SW24 getting positive response to 'no long-term contracts'
NEW YORK—SecureWatch 24’s promotion of residential monitoring with no long-term contracts has raised eyebrows in the alarm industry, but consumer response has exceeded the company’s expectations since an ad launch on Jan. 2, according to Executive Vice President Jay Stuck.
A 1-minute television ad has been airing on ABC, CBS, NBC and about 40 cable channels in the metro New York area, said Stuck, who is also chief marketing officer for SW24. He said the positive response backs research conducted by the company, which specializes in property surveillance and facilities management.
“We’ve seen our Internet traffic spike to a huge degree, as well as the call-ins to the 800 number,” Stuck told Security Systems News. “I think it just underscores that there is pent-up demand for a new [business] model. I think there is a tipping point, and I think people are getting tired of the traditional model where they’re locked into long-term contracts.”
Stuck declined to provide statistics detailing the response to the ad campaign, saying the information was proprietary. But he said the ads have generated “a very good call-to-lead ratio and a great lead-to-appointment ratio.”
With SW24’s new initiative, customers own their security equipment and also pay upfront to cover installation costs. Monitoring is provided on a month-to-month basis instead of using the 36- or 60-month contracts that have defined the industry, Stuck said.

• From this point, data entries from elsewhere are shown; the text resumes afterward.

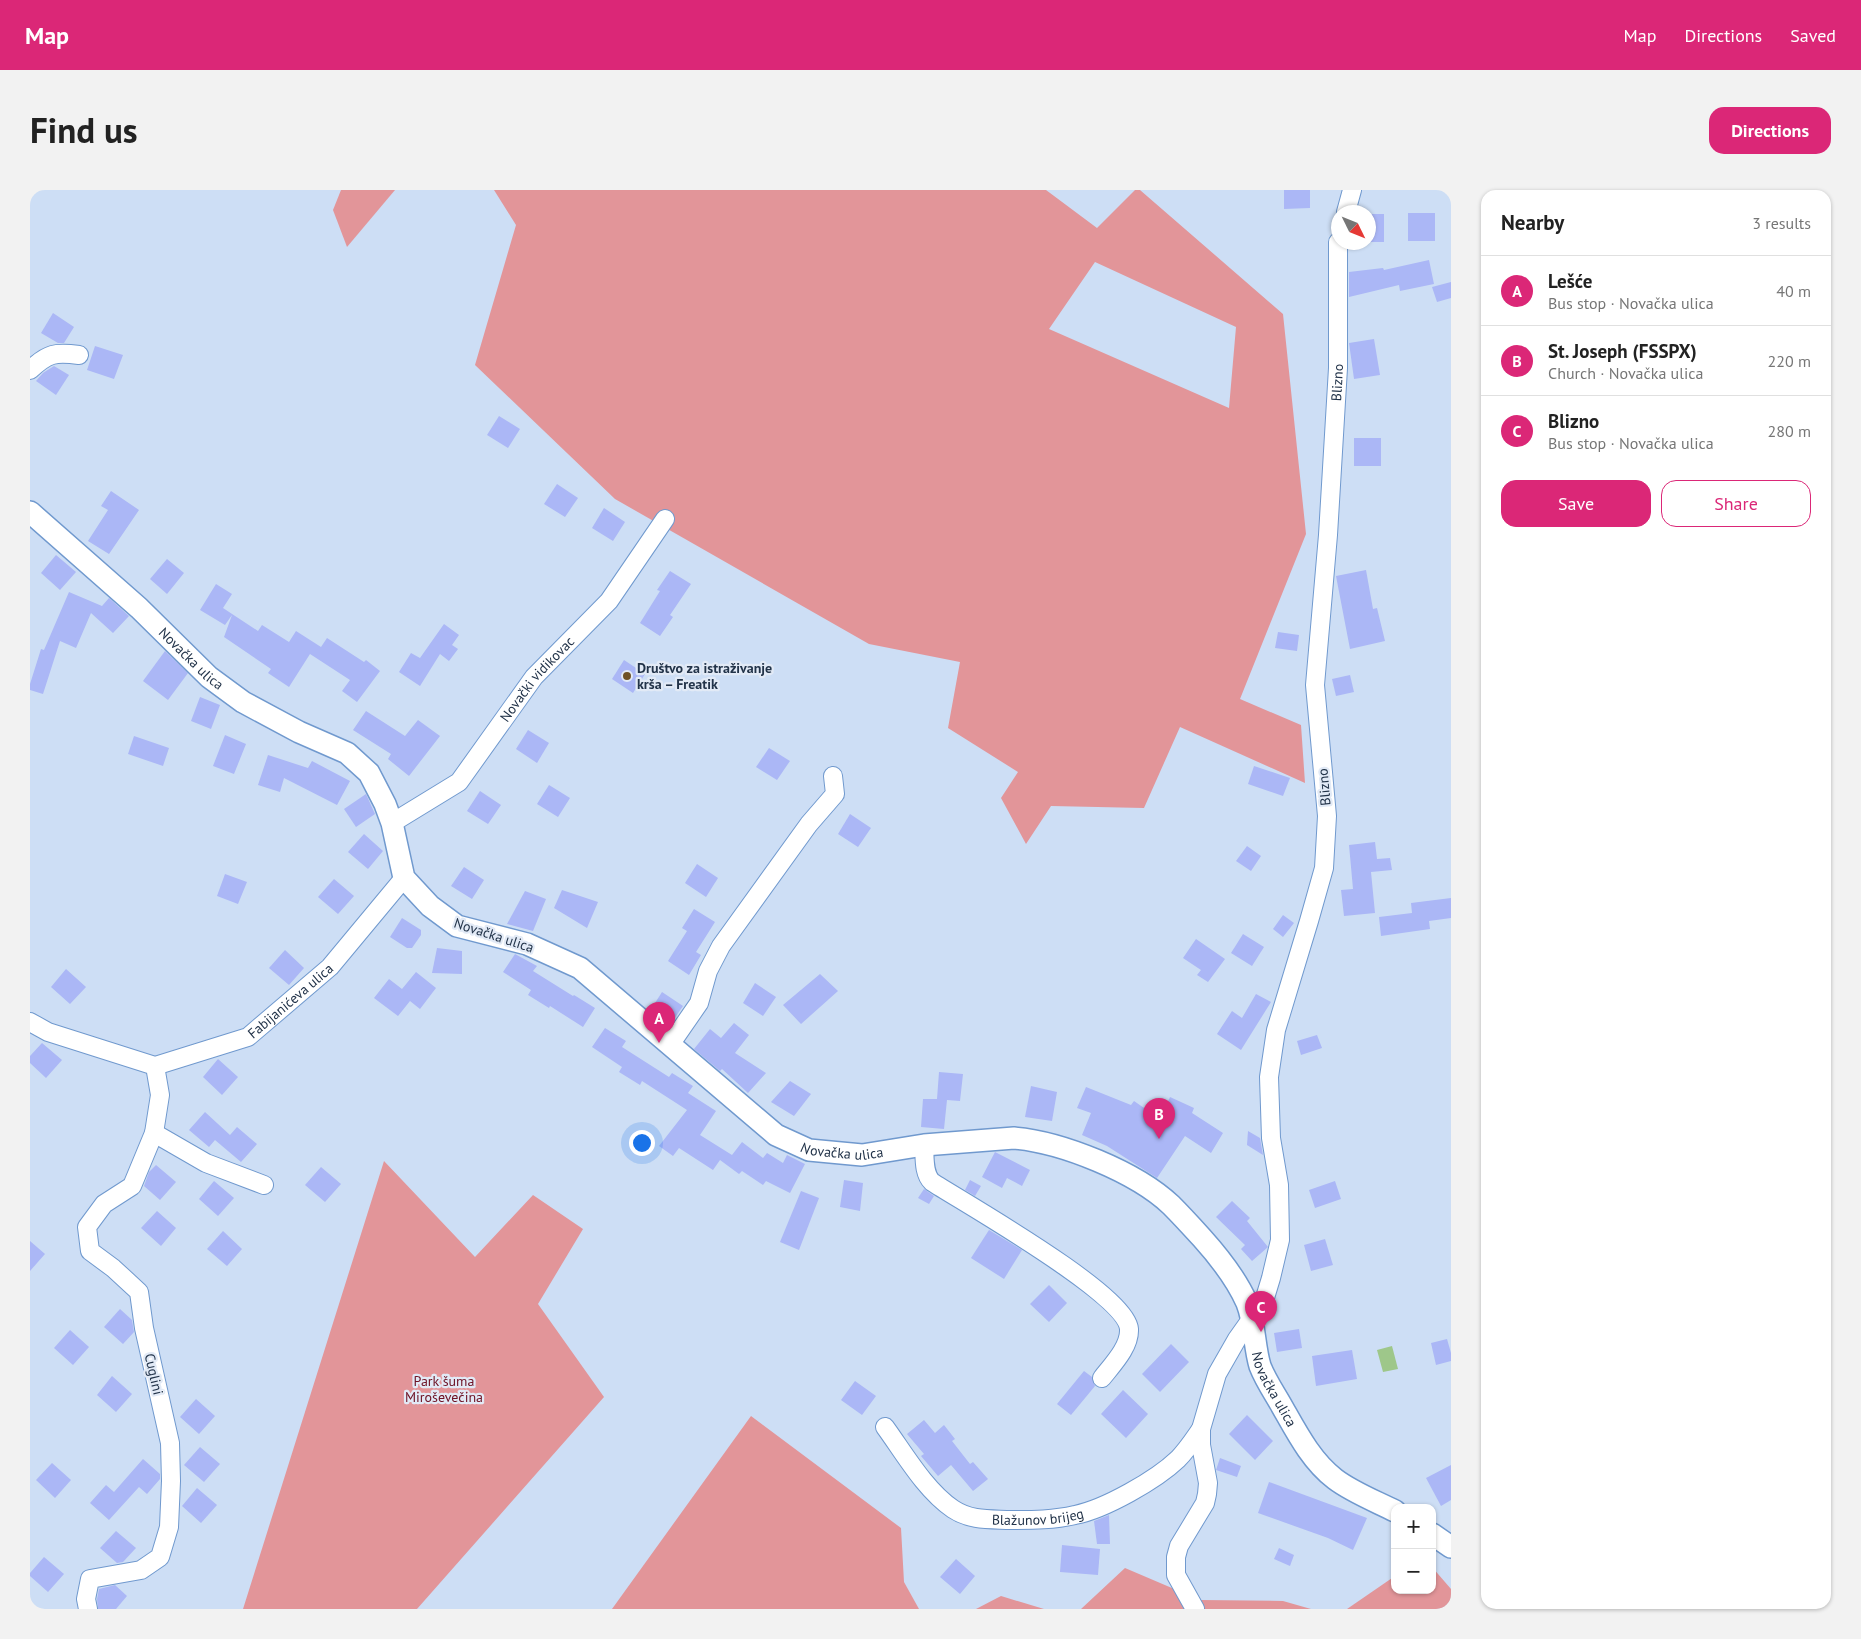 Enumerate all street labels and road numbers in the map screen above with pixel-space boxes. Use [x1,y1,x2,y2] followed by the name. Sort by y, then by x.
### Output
[1327,364,1347,402] street label: Blizno
[155,624,227,694] street label: Novačka ulica
[496,632,578,725] street label: Novački vidikovac
[1313,768,1335,806] street label: Blizno
[452,914,536,956] street label: Novačka ulica
[244,959,337,1042] street label: Fabijanićeva ulica
[798,1138,885,1164] street label: Novačka ulica
[1248,1350,1301,1430] street label: Novačka ulica
[140,1351,168,1397] street label: Cuglini
[992,1504,1086,1529] street label: Blažunov brijeg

SW24 is offering residential packages for $699, $999 and $1,299 that include Interlogix Simon XT and XTi panels, with Alarm.com communications and interactive services, according to a company statement. The monitoring fees are “highly competitive,” Stuck said, and leasing is available for customers who prefer not to own the equipment.
“We’re finding most of our customers are opting for the upfront payment and the convenience of no long-term contract,” he said. “Frankly, we thought the take rate on the lease was going to be a lot higher than it actually is.”

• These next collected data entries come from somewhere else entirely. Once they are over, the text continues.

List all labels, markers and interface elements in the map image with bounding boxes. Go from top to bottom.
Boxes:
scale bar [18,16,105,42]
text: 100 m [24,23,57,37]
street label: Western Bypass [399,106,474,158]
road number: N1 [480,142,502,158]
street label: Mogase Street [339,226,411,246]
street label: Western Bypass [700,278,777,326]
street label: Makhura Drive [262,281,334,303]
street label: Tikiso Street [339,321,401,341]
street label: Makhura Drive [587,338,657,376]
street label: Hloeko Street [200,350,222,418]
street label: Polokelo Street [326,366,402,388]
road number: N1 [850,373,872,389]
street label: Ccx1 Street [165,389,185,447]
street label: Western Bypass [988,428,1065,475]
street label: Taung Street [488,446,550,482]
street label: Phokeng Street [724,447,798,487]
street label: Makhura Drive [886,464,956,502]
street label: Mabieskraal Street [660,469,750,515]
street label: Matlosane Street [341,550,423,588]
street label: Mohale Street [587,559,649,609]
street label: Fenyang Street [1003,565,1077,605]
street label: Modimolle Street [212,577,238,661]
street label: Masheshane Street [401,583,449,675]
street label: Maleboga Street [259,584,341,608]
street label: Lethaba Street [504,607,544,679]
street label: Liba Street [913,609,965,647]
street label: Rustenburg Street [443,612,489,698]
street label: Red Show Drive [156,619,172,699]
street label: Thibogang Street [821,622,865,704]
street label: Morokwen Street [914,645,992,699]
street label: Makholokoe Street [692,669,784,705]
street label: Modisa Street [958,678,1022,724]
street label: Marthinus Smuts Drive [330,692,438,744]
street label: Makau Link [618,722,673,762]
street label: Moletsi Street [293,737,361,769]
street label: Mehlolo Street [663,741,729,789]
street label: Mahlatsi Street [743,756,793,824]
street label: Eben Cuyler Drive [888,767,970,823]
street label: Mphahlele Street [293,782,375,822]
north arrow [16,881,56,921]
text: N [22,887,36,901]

Stuck said the alarm industry is taking a wait-and-see approach on the new sales initiative, adding that there is “great interest as to whether or not it succeeds.”
“I talked to a number of colleagues in the industry prior to [the ad] going on the air, and to a person they said, ‘We kind of get it, but we don’t. We don’t quite understand what you’re trying to do here. Don’t you understand that you’re destroying the traditional value of a residential contract that generally lasts three to five years?’ I said, ‘We don’t see this as destroying the value at all. As a matter of fact, we think we’re rewriting the model,’” he said.
Henry Edmonds, president of The Edmonds Group, a St. Louis-based specialty investment bank that focuses on recurring-revenue businesses, said the number of customers willing to make the initial investment likely would represent a small part of the market.
“Residential alarm monitoring is a big market, so there are undoubtedly some people who would be interested in the trade-off of paying more money upfront and not having any kind of long-term commitment,” he said. “But I think that model is less attractive for the majority of customers.”
Edmonds said the initial cost of the residential packages provides SW24 with “a good credit screen” that could pay dividends when it comes to attrition.
“For those customers willing to pay that amount upfront, if [the company] has a monthly monitoring fee that is very competitive, then I would expect their attrition level would be at or better than the industry average,” he said.
Stuck said SW24’s research showed that customers want freedom and flexibility when it comes to home security, and eliminating the need for a long-term monitoring contract provides that. He also said the company believes it can retain customers for 36 months and beyond without having to lock them in.
“There is a lot more stickiness to that kind of customer, because if they’re willing to make the kind of investment that we’re asking them to make upfront, it means there is a commitment to having a monitored system and also an interest in the technology,” he said.
Stuck said the ad was expected to run through the end of January. Given the positive response, he said it might be repeated and expanded to other areas outside metro New York.